■ **Exercise**:
Word for word, copy out the data below, omitting pictures.

■ **Source records**:

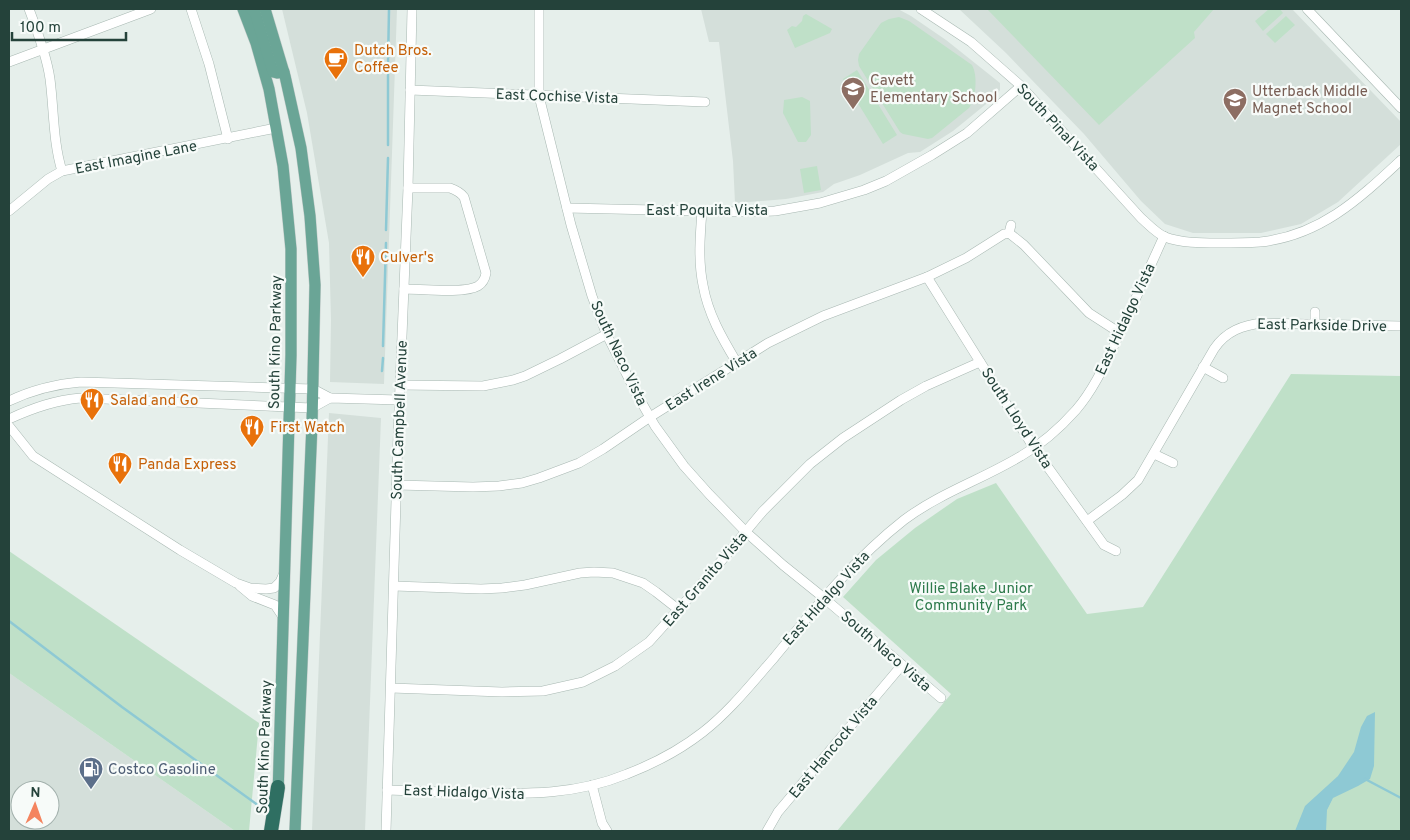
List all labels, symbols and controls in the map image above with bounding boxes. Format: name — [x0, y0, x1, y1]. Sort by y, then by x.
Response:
scale bar — [12, 10, 126, 42]
text: 100 m — [20, 19, 61, 38]
place label: Dutch Bros. Coffee — [354, 42, 432, 78]
cafe icon: Dutch Bros. Coffee — [323, 46, 349, 80]
place label: Cavett Elementary School — [870, 72, 997, 108]
school or university icon: Cavett Elementary School — [840, 76, 866, 110]
street label: South Pinal Vista — [1011, 80, 1102, 176]
place label: Utterback Middle Magnet School — [1252, 83, 1368, 119]
street label: East Cochise Vista — [495, 86, 619, 109]
school or university icon: Utterback Middle Magnet School — [1222, 87, 1248, 121]
street label: East Imagine Lane — [74, 137, 199, 180]
street label: East Poquita Vista — [646, 202, 768, 221]
restaurant icon: Culver's — [350, 244, 376, 278]
place label: Culver's — [380, 249, 434, 268]
street label: East Hidalgo Vista — [1092, 261, 1161, 378]
street label: South Kino Parkway — [266, 275, 287, 409]
street label: South Naco Vista — [585, 298, 650, 409]
street label: East Parkside Drive — [1257, 316, 1387, 337]
street label: South Campbell Avenue — [388, 340, 413, 500]
street label: East Irene Vista — [663, 345, 761, 416]
street label: South Lloyd Vista — [976, 365, 1055, 473]
restaurant icon: Salad and Go — [79, 387, 105, 421]
place label: Salad and Go — [110, 392, 198, 411]
restaurant icon: First Watch — [239, 414, 265, 448]
place label: First Watch — [270, 419, 345, 438]
restaurant icon: Panda Express — [107, 451, 133, 485]
place label: Panda Express — [138, 456, 236, 475]
street label: East Granito Vista — [660, 529, 753, 631]
street label: East Hidalgo Vista — [780, 548, 875, 650]
park label: Willie Blake Junior Community Park — [909, 580, 1033, 616]
street label: South Naco Vista — [836, 608, 934, 697]
street label: South Kino Parkway — [254, 680, 277, 814]
street label: East Hancock Vista — [786, 693, 883, 803]
fuel station icon: Costco Gasoline — [78, 756, 104, 790]
place label: Costco Gasoline — [108, 761, 216, 780]
north arrow — [10, 780, 60, 830]
street label: East Hidalgo Vista — [403, 782, 525, 805]
text: N — [30, 785, 41, 802]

■ **Solution to the exercise**:
List all labels, symbols and controls in the map image above with bounding boxes. Format: name — [x0, y0, x1, y1]. Sort by y, then by x.
Response:
scale bar — [12, 10, 126, 42]
text: 100 m — [20, 19, 61, 38]
place label: Dutch Bros. Coffee — [354, 42, 432, 78]
cafe icon: Dutch Bros. Coffee — [323, 46, 349, 80]
place label: Cavett Elementary School — [870, 72, 997, 108]
school or university icon: Cavett Elementary School — [840, 76, 866, 110]
street label: South Pinal Vista — [1011, 80, 1102, 176]
place label: Utterback Middle Magnet School — [1252, 83, 1368, 119]
street label: East Cochise Vista — [495, 86, 619, 109]
school or university icon: Utterback Middle Magnet School — [1222, 87, 1248, 121]
street label: East Imagine Lane — [74, 137, 199, 180]
street label: East Poquita Vista — [646, 202, 768, 221]
restaurant icon: Culver's — [350, 244, 376, 278]
place label: Culver's — [380, 249, 434, 268]
street label: East Hidalgo Vista — [1092, 261, 1161, 378]
street label: South Kino Parkway — [266, 275, 287, 409]
street label: South Naco Vista — [585, 298, 650, 409]
street label: East Parkside Drive — [1257, 316, 1387, 337]
street label: South Campbell Avenue — [388, 340, 413, 500]
street label: East Irene Vista — [663, 345, 761, 416]
street label: South Lloyd Vista — [976, 365, 1055, 473]
restaurant icon: Salad and Go — [79, 387, 105, 421]
place label: Salad and Go — [110, 392, 198, 411]
restaurant icon: First Watch — [239, 414, 265, 448]
place label: First Watch — [270, 419, 345, 438]
restaurant icon: Panda Express — [107, 451, 133, 485]
place label: Panda Express — [138, 456, 236, 475]
street label: East Granito Vista — [660, 529, 753, 631]
street label: East Hidalgo Vista — [780, 548, 875, 650]
park label: Willie Blake Junior Community Park — [909, 580, 1033, 616]
street label: South Naco Vista — [836, 608, 934, 697]
street label: South Kino Parkway — [254, 680, 277, 814]
street label: East Hancock Vista — [786, 693, 883, 803]
fuel station icon: Costco Gasoline — [78, 756, 104, 790]
place label: Costco Gasoline — [108, 761, 216, 780]
north arrow — [10, 780, 60, 830]
street label: East Hidalgo Vista — [403, 782, 525, 805]
text: N — [30, 785, 41, 802]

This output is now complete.